Dispatching SIMD functions at runtime

desttinghim · November 11, 2024, 10:13pm

I have been learning about vectors and SIMD, and one of the topics I’ve seen come up is runtime dispatch, at least for x86_64 devices. The idea is to compile multiple version of your code that uses larger vectors on the devices that support it, and then chose which function to run based on information about the CPU gathered at runtime. It allows you to distribute a single binary for the architecture while still supporting new CPU features.

This got me wondering, how would I do this in zig?

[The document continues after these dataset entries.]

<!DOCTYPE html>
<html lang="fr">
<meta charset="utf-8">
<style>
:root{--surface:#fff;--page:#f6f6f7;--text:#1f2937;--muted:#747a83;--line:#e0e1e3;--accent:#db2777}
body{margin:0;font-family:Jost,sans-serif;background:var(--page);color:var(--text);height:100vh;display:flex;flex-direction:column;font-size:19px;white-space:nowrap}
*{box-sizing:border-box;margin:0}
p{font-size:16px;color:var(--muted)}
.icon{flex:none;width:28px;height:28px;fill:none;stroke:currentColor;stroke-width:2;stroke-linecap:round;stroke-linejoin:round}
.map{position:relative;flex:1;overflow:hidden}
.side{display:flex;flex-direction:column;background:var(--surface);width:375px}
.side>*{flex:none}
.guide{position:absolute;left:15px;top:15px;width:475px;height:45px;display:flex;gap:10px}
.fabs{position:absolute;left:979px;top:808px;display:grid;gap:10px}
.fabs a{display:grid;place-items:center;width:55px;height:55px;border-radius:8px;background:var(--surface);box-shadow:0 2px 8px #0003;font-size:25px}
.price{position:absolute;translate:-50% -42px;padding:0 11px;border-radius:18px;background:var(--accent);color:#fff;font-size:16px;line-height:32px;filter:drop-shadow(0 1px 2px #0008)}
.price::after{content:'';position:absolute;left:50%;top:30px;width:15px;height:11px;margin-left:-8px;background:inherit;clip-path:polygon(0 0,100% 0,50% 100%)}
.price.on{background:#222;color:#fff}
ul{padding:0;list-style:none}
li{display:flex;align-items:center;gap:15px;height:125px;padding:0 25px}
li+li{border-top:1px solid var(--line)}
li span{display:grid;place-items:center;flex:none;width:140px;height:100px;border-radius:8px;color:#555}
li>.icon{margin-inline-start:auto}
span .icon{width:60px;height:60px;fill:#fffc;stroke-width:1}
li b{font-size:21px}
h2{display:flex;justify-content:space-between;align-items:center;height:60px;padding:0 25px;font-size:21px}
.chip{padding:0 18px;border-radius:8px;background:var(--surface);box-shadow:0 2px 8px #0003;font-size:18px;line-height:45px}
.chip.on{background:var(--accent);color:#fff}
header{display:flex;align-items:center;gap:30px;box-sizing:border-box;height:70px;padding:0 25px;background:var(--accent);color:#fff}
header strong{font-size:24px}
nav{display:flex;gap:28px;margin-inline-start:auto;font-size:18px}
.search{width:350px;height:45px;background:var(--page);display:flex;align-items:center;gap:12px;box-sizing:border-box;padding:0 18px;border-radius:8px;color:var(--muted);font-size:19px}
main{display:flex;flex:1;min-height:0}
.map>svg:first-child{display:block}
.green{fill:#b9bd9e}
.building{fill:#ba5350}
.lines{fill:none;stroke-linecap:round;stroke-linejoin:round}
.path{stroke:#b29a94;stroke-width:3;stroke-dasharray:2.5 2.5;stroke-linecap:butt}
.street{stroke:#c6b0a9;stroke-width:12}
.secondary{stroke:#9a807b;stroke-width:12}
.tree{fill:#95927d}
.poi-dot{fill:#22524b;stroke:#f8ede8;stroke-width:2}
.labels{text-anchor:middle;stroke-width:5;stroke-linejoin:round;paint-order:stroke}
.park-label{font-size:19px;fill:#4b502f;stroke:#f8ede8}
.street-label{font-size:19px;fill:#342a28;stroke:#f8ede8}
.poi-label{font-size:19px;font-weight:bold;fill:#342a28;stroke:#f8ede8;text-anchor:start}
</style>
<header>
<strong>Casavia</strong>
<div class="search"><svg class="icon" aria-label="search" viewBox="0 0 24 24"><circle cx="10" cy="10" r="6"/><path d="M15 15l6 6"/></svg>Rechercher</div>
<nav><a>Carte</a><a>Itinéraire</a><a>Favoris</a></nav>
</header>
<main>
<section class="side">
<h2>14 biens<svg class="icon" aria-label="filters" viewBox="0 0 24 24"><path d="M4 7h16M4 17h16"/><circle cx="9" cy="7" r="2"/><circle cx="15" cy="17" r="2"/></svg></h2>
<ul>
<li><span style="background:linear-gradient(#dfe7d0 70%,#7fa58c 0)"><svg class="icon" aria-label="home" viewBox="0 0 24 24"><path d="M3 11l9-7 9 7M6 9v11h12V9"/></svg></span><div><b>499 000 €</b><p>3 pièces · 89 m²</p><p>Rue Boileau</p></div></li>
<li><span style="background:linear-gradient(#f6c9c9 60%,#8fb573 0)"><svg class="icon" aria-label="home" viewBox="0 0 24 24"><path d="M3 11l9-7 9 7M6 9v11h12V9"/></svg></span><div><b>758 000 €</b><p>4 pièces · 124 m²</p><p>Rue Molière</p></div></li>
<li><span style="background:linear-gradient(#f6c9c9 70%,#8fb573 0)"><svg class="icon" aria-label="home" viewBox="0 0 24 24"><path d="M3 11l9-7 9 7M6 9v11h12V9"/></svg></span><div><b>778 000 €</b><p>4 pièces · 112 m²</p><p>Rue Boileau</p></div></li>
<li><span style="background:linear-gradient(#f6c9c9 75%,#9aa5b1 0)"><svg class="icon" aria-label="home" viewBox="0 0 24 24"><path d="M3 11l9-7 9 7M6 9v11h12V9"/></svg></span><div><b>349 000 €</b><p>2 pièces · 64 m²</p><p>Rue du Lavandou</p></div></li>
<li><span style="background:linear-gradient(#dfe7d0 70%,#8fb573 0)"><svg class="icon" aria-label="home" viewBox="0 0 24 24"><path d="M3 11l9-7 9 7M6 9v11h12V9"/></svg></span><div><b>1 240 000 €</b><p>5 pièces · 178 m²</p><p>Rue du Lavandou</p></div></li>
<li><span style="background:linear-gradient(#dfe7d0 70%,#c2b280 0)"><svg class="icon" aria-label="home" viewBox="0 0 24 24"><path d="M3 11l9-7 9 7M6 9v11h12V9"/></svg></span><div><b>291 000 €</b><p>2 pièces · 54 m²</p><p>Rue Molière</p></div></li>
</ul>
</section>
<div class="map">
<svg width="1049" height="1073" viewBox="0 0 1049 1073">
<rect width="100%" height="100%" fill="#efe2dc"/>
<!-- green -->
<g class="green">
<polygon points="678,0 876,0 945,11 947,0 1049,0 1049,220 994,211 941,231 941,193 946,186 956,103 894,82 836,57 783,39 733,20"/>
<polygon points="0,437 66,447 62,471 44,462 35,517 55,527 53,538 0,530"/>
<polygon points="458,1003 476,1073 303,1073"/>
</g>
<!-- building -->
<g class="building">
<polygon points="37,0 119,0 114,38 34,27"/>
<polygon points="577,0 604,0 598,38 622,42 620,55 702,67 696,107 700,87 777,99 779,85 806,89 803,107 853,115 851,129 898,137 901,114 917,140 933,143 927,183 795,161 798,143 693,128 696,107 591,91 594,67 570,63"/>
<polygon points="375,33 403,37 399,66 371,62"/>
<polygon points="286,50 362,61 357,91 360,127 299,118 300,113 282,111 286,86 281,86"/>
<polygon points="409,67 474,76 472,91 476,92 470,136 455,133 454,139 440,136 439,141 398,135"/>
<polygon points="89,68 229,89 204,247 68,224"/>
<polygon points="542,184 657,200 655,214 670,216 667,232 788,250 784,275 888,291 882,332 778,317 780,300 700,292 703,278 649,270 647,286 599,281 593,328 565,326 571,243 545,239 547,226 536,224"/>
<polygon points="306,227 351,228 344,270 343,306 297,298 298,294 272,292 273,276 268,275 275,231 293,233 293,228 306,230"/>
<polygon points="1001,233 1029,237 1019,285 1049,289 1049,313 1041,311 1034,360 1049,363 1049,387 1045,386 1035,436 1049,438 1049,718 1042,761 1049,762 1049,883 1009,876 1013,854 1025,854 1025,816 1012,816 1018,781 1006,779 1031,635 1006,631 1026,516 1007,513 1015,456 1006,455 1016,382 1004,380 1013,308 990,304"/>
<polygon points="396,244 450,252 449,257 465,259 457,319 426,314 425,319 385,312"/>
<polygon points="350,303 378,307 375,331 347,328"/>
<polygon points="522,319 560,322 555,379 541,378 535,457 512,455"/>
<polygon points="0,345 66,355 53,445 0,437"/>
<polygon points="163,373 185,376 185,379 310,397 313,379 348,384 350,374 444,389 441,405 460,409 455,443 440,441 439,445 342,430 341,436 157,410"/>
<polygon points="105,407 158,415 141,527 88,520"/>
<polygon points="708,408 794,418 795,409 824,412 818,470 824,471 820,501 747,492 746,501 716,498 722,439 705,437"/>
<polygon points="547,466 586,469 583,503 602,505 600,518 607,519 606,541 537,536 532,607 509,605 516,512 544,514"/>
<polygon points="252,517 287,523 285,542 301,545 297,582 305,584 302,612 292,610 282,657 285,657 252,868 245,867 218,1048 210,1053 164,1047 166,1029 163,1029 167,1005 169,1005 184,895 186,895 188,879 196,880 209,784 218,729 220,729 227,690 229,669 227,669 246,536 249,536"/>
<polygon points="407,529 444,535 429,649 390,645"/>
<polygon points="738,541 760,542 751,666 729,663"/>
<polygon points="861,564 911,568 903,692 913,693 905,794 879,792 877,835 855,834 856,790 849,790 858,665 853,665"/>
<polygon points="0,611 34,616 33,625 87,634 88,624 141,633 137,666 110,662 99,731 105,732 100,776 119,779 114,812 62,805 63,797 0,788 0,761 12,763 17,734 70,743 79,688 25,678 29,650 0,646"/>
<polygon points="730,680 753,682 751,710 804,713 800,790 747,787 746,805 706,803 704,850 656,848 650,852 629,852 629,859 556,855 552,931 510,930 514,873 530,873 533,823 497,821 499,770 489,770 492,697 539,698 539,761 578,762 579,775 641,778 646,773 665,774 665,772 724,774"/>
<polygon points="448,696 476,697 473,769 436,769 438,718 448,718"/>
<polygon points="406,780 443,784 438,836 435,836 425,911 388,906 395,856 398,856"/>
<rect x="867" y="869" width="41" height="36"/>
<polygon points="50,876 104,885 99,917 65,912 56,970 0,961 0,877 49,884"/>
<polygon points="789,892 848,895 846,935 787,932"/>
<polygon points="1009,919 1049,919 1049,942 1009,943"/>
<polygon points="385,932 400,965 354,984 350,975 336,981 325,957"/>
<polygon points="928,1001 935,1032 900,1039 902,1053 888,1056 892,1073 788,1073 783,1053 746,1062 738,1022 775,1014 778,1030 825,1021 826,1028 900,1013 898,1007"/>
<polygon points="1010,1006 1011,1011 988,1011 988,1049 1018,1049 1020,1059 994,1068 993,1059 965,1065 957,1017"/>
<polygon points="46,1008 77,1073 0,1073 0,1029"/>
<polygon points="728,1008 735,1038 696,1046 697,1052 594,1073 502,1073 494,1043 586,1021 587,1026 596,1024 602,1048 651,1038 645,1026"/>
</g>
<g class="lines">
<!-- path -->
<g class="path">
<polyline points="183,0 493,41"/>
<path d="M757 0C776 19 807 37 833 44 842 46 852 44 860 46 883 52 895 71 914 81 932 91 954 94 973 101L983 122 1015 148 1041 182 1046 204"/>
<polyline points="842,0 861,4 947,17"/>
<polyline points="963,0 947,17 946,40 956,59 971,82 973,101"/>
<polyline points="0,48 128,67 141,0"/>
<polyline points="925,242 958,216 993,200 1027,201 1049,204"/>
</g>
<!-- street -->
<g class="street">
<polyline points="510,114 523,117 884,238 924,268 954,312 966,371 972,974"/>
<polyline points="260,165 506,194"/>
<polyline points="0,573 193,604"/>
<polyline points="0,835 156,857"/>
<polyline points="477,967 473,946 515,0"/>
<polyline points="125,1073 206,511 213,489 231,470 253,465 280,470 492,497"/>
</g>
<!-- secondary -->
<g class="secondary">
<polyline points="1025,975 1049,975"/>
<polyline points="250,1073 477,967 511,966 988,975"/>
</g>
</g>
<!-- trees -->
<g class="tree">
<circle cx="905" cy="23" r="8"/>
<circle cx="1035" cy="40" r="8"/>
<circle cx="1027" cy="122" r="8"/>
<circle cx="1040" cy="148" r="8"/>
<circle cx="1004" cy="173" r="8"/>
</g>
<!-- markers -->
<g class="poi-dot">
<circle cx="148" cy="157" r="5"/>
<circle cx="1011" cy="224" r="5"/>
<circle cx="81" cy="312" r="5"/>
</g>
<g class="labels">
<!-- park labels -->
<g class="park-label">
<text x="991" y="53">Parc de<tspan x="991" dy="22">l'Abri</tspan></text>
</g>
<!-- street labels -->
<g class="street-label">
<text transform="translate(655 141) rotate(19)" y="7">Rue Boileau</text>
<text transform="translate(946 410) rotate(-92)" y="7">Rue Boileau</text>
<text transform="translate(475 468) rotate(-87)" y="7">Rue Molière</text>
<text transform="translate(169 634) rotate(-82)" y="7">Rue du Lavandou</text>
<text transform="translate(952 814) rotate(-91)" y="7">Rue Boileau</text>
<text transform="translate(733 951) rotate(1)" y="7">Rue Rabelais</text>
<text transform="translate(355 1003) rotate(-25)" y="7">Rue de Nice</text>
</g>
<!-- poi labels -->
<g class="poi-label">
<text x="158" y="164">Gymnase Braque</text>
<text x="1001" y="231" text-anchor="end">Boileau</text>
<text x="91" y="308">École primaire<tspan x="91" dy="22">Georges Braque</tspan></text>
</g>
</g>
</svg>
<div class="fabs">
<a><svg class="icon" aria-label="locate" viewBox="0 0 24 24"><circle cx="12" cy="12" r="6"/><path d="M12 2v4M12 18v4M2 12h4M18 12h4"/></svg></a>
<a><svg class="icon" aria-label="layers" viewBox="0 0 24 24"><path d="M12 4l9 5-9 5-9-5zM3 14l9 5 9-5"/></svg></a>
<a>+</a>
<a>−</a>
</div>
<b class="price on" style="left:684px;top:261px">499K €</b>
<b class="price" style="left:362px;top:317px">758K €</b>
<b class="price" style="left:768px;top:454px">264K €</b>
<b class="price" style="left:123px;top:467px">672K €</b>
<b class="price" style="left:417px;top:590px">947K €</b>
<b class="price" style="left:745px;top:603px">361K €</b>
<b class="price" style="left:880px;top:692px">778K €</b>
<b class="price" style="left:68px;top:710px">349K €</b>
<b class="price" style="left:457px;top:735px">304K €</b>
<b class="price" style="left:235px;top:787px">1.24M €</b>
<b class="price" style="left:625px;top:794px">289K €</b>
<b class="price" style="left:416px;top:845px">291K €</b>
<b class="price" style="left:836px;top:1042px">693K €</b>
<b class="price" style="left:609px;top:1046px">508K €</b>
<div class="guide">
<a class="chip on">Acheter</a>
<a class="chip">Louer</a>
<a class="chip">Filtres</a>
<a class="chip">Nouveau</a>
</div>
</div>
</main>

Some days later, I’ve got a proof of concept that I think is worth sharing.

Problems

There are a couple of problems that need to be solved for this to work:

Detect what features the current cpu supports
Compile the vector functions once for each set of features we want to support

Runtime detection of CPU features

The zig standard library is capable of detecting the current cpu! In hindsight, this seems obvious because zig automatically determines which CPU to compile for when it is run, but figuring out how to use the zig standard library for this took me some time.

First, import the builtin module with @import("builtin"). We need it to figure out what target the executable was built for. Then we create a Target.Query using std.Target.Query.fromTarget(builtin.target). The Query field cpu_model will need to be set to .native next. Finally, call std.zig.system.resolveTargetQuery(query) to get the runtime target information.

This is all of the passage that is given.